All of those statistics add up to one important fact: India is a market that demands the attention of U.S.-based marketplaces who want to cultivate a healthy base of marketplace participants. Providing efficient and effective ways to pay those India-based freelancers must be a priority. To learn what U.S.-based marketplaces need to know about efficiently and cost-effectively paying their India-based recipients, we interviewed Renjith Alex, Head of Operations in India for Transfast, the operator of Transpay, and Ashutosh Raje, Transfast’s Director of Business Development for India.


Q. What do you see in India in terms of the way marketplace recipients (for example, freelancers working on a marketplace like Upwork, or sellers doing business on an e-commerce marketplace like Amazon) prefer to receive funds from U.S. companies?

The government’s efforts toward demonetization, and an overall aim of promoting digital money, began in 2016 and since then, people have been encouraged by the government to obtain bank accounts. So far, it’s been a success, and as a result, many freelancers like to be paid via Local Bank Transfer, direct into their bank account. In addition, because freelancers tend to be well educated, they are quite well informed about transfer fees and foreign exchange costs. And since freelancers are self-employed, they are open to looking for opportunities to work for marketplaces where they have the capacity to earn more, by minimum transfer fees and maximum foreign exchange gain.


Q. What changes to the country’s payment system do you anticipate in the coming months?

There is certainly change ahead in India’s payment system. The Reserve Bank of India, which is the Central Bank, continues to make changes to the country’s payment and settlement systems in the effort to move toward “a highly digital and cash-lite society," which is discussed further in this recent article in Indian business publication Business Today.
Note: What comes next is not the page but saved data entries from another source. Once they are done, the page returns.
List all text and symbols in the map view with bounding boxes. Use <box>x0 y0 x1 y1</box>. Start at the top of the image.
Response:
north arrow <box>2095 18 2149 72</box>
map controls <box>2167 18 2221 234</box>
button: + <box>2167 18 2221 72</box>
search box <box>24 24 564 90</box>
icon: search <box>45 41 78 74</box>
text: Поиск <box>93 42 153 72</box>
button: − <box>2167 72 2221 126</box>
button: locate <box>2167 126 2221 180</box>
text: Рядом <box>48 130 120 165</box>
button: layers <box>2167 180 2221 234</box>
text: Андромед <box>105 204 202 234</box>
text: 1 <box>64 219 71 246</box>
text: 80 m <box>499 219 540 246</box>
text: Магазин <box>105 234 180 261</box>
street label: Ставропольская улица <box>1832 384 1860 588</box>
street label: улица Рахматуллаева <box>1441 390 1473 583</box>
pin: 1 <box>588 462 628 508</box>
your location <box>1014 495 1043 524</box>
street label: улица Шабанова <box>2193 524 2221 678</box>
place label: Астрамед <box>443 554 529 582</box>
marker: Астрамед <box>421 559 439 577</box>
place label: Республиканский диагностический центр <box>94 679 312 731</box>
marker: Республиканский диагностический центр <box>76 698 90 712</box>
Q. Would you characterize the local currency as stable or volatile and is it a preference to be paid in rupees, or U.S. dollars?
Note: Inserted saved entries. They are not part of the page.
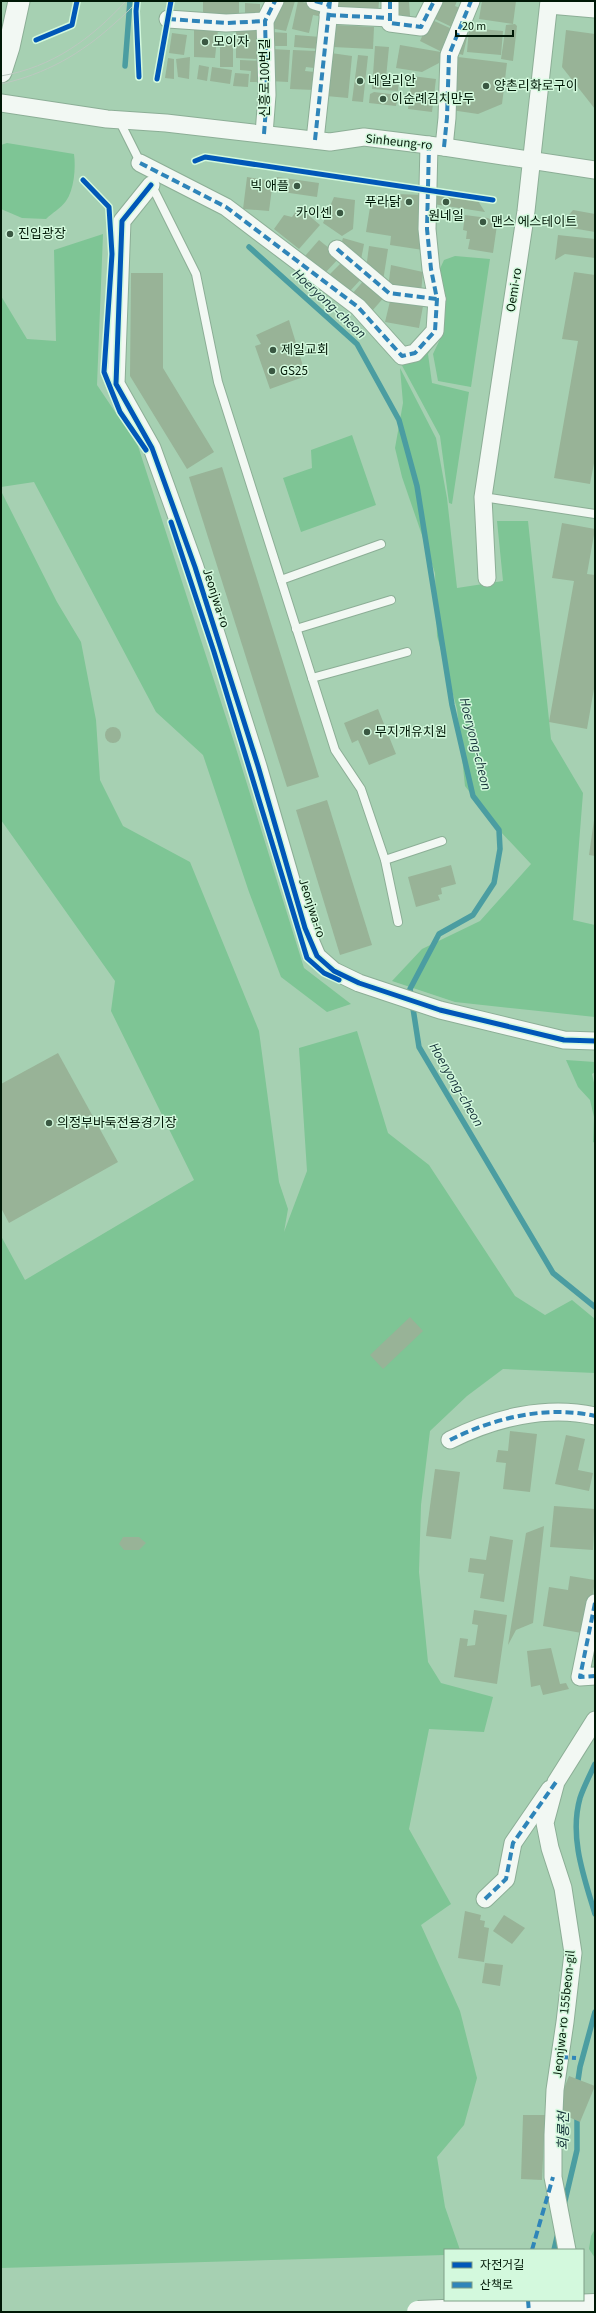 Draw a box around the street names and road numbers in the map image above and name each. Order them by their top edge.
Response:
street label: 신흥로100번길 [256,38,274,118]
street label: Sinheung-ro [365,130,433,154]
street label: Oemi-ro [502,267,526,313]
street label: Jeonjwa-ro [198,566,234,630]
street label: Jeonjwa-ro [294,876,330,940]
street label: Jeonjwa-ro 155beon-gil [548,1949,580,2079]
Yes, the Indian rupee is a stable currency, and as such, getting paid in rupees tends to be the preference.



Q. What is the process of ensuring that funds sent to India are compliant?

Funds sent internationally are subject to a number of regulatory and compliance standards, beginning in the originating market, then to the landing country - in this case, India - and ultimately the end recipient. Because cross-border payments by nature involve multiple layers of multinational regulatory requirements, Transfast is licensed in more than 70 jurisdictions worldwide, including with The Reserve Bank of India. Our regulatory and compliance function does the work to maintain those licenses. Rigorous AML/KYC efforts, implemented by our compliance team, coupled with the latest tools and monitoring systems, are at the core of our best-in-class compliance and risk management offering.


Bank network:

Q. What are the service levels we offer in India?

Transfast operates end-to-end API integration with all partner banks in India, and as such, we are able to credit funds to all the banks in India. Our instant product capabilities allow us to credit to more than 30 banks instantly, 24x7, including holidays. For the remainder of the banks in India, Transfast can credit funds during business working hours within 30 minutes.